◆ What is required ◆
Using the entries that follow, collect the lines where the word "shape" appears.

◆ Material provided ◆
__________________________________________________

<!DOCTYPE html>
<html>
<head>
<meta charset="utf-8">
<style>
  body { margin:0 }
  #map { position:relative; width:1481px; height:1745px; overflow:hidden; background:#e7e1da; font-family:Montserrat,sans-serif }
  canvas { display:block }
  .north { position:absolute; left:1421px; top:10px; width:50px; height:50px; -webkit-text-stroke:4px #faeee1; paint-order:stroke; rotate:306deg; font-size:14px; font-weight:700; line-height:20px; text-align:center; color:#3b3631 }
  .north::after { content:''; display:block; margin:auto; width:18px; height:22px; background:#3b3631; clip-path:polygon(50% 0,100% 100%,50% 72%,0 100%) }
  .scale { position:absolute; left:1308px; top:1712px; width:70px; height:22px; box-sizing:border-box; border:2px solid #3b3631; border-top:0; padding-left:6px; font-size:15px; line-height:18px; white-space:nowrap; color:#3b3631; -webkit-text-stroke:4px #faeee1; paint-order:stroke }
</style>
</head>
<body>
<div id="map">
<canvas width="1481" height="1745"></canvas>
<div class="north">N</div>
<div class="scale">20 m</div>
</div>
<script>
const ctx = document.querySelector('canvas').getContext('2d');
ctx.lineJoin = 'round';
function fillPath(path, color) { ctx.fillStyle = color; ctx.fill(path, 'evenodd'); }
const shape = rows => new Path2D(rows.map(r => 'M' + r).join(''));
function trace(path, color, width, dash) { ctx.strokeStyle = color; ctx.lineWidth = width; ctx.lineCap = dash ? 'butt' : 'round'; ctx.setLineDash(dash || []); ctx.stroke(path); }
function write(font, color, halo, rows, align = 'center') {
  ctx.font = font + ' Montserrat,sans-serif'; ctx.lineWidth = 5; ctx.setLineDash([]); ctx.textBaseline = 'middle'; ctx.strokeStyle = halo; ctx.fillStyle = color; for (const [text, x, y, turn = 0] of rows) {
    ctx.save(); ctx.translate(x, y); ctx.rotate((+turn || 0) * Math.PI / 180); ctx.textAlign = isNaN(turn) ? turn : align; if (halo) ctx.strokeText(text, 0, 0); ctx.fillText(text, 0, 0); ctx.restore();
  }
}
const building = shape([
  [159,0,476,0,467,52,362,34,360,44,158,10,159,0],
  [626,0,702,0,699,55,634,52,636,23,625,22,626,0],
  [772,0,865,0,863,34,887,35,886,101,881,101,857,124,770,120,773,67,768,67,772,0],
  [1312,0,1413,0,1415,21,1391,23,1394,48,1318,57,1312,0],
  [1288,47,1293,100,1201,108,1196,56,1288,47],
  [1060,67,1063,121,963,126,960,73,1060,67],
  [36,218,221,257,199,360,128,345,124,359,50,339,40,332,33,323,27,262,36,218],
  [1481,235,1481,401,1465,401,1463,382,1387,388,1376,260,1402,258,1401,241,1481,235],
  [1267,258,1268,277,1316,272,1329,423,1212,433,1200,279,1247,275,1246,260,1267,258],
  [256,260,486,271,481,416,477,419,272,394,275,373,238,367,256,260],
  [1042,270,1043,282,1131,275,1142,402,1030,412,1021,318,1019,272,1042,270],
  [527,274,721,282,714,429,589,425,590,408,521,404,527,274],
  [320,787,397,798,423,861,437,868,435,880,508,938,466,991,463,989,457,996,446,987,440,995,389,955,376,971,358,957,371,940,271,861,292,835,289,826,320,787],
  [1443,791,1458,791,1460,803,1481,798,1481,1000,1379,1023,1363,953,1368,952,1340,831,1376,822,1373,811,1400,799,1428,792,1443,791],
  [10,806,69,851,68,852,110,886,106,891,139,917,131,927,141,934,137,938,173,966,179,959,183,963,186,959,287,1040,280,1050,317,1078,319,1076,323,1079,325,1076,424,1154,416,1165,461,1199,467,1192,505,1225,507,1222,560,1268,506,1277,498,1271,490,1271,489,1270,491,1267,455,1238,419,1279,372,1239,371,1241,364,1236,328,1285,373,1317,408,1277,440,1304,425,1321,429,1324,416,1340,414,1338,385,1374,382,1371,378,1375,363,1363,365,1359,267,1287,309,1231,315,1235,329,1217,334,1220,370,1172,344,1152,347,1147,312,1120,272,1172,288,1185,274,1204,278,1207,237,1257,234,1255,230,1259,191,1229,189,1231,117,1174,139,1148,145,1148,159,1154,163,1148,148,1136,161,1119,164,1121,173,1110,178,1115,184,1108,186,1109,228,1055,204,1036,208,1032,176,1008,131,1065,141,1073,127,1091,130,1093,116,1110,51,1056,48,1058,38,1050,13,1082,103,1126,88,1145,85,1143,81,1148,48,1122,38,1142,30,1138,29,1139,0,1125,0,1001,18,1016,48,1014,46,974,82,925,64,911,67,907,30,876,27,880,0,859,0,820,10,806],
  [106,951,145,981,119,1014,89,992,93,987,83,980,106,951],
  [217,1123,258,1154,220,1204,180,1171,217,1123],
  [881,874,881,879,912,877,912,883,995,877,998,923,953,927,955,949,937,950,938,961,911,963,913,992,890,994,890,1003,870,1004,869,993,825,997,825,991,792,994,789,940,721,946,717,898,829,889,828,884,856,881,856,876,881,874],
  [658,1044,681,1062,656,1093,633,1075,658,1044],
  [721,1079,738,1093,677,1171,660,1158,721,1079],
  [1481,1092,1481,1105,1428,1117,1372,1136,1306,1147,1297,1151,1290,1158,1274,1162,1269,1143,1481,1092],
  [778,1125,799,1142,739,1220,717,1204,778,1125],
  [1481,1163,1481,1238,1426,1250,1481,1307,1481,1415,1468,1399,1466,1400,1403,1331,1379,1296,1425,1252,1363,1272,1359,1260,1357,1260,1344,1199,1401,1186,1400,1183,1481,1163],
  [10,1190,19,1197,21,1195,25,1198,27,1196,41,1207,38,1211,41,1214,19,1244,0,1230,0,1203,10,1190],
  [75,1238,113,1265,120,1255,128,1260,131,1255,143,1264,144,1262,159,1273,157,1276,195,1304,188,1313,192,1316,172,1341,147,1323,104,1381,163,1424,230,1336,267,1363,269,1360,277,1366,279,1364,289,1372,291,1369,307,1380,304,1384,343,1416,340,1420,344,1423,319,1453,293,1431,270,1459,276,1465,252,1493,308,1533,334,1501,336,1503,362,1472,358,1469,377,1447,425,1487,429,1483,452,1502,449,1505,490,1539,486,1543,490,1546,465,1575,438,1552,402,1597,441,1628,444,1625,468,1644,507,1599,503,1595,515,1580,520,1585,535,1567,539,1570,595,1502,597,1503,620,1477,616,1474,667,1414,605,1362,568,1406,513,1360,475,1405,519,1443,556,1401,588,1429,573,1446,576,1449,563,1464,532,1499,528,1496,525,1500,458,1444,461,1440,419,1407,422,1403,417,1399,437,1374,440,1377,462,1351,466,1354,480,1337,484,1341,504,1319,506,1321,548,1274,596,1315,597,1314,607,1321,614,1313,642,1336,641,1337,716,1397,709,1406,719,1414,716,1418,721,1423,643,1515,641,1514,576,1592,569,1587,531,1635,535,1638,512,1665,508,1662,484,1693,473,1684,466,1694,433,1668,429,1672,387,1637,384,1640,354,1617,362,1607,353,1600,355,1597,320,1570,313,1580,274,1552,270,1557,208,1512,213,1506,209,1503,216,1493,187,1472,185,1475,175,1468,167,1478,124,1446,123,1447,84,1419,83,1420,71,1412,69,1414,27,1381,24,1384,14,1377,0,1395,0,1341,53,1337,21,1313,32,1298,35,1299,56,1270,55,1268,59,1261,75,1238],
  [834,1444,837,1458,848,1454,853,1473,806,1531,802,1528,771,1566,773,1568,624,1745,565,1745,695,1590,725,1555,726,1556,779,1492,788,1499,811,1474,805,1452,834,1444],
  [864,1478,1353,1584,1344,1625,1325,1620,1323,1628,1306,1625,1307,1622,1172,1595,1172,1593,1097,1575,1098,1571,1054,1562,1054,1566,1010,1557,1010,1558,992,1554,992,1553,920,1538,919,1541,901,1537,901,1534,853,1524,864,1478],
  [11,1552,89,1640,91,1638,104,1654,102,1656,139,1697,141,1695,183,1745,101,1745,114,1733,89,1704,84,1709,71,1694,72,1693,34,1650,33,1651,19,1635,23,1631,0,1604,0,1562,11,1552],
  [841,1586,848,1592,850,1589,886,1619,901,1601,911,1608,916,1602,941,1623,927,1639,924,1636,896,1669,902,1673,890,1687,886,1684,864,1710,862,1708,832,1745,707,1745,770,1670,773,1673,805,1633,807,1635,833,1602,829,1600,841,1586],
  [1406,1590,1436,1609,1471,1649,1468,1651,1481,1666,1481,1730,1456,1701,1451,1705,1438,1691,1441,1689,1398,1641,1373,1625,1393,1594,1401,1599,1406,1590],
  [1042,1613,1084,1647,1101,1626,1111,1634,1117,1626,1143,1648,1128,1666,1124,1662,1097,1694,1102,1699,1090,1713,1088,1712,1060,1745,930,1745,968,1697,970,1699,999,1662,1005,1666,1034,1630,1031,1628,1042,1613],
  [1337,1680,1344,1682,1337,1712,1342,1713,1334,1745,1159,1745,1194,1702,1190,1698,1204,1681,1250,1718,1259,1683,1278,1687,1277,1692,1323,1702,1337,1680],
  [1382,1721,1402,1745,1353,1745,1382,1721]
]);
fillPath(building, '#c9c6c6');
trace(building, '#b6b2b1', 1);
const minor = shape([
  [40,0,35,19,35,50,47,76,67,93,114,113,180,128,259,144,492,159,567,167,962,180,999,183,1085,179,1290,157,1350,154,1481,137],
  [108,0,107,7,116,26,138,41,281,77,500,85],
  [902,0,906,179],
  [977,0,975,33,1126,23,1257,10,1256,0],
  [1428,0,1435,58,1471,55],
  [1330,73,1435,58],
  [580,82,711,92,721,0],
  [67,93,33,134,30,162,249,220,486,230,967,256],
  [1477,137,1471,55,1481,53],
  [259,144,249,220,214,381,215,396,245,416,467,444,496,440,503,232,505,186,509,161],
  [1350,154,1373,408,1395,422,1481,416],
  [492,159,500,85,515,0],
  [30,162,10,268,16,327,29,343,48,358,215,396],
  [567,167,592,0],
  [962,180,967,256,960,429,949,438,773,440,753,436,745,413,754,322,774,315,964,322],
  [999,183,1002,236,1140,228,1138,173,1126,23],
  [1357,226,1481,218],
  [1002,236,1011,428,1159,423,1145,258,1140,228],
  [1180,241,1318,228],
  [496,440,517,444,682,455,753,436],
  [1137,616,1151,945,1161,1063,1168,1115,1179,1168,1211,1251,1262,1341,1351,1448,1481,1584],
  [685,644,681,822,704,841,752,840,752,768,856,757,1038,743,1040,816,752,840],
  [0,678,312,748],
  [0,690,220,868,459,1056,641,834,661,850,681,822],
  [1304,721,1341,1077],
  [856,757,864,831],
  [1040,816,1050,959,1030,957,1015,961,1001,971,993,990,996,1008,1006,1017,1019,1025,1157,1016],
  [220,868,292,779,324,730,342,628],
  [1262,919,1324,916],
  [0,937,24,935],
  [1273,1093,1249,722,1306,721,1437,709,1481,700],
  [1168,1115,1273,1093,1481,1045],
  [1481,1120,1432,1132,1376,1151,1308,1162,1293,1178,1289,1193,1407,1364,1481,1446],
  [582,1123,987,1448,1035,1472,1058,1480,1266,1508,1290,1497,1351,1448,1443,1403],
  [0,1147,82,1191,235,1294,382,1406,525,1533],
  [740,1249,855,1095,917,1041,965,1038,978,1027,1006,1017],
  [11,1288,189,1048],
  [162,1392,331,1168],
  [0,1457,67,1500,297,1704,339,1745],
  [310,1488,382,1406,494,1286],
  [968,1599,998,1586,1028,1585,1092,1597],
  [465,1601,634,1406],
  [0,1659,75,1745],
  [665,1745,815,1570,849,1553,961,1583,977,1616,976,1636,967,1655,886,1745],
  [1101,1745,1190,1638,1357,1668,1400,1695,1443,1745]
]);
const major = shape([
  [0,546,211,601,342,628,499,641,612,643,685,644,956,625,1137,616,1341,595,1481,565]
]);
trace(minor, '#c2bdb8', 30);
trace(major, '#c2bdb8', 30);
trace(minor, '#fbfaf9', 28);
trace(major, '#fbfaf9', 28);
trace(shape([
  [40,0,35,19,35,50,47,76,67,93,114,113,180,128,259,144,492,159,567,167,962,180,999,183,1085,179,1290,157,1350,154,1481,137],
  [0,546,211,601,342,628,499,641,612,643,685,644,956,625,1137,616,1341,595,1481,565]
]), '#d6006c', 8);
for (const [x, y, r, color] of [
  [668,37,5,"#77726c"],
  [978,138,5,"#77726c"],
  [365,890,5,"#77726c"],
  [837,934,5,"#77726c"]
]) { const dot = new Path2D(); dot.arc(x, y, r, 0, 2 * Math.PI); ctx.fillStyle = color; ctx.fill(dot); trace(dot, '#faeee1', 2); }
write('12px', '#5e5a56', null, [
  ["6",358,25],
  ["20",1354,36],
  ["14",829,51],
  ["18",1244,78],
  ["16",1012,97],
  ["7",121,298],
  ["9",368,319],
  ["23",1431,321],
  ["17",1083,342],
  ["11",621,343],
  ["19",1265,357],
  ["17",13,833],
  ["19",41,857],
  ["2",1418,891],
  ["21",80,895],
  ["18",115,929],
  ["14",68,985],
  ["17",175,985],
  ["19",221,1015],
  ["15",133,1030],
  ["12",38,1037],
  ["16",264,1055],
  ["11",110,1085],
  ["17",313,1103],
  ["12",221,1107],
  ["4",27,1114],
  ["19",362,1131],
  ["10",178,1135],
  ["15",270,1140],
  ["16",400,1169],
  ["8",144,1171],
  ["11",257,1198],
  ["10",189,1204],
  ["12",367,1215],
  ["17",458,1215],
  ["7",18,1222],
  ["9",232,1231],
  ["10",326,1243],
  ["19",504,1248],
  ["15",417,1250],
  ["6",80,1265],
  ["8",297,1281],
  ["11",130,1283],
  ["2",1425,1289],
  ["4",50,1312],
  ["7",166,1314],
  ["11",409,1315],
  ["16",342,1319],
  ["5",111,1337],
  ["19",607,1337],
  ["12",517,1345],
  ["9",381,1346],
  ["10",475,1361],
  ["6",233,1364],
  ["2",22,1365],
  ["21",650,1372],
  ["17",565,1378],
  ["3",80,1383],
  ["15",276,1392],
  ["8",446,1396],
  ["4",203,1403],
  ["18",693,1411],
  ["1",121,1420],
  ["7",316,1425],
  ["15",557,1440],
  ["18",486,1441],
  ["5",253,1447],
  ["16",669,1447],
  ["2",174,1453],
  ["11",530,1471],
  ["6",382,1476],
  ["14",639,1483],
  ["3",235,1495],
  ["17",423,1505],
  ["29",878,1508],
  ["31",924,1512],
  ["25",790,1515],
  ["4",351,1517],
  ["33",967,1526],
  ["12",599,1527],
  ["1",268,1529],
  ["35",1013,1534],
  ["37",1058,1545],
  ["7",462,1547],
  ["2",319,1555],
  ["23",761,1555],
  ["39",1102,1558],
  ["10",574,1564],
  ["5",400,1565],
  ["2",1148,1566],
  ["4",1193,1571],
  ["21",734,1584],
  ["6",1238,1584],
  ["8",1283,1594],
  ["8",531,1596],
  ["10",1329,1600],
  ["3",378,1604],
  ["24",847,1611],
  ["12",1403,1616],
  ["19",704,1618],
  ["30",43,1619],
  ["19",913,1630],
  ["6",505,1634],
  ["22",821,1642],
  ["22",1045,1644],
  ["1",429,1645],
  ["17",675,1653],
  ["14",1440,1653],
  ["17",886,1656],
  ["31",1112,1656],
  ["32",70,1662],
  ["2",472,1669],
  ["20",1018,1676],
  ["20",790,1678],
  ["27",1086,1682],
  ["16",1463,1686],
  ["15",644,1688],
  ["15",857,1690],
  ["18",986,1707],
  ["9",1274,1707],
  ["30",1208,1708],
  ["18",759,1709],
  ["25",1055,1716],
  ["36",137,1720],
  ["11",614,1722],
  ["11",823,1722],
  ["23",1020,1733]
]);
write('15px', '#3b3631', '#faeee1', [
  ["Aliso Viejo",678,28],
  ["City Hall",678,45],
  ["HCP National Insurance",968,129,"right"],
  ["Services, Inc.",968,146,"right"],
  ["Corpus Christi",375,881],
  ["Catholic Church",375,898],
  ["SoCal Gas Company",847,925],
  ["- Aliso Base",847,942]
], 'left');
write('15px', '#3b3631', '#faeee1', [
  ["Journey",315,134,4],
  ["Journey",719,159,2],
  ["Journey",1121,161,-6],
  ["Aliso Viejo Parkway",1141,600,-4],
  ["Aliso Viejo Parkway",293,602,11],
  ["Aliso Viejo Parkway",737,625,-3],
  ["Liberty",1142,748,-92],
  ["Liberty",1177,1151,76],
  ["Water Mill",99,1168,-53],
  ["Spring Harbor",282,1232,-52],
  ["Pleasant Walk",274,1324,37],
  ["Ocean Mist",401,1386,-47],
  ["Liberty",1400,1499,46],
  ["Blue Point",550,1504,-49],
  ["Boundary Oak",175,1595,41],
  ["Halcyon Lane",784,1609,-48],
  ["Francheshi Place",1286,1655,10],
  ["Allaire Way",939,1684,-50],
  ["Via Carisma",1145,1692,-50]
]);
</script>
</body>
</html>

__________________________________________________

◆ Output of the task ◆
const shape = rows => new Path2D(rows.map(r => 'M' + r).join(''));
const building = shape([
const minor = shape([
const major = shape([
trace(shape([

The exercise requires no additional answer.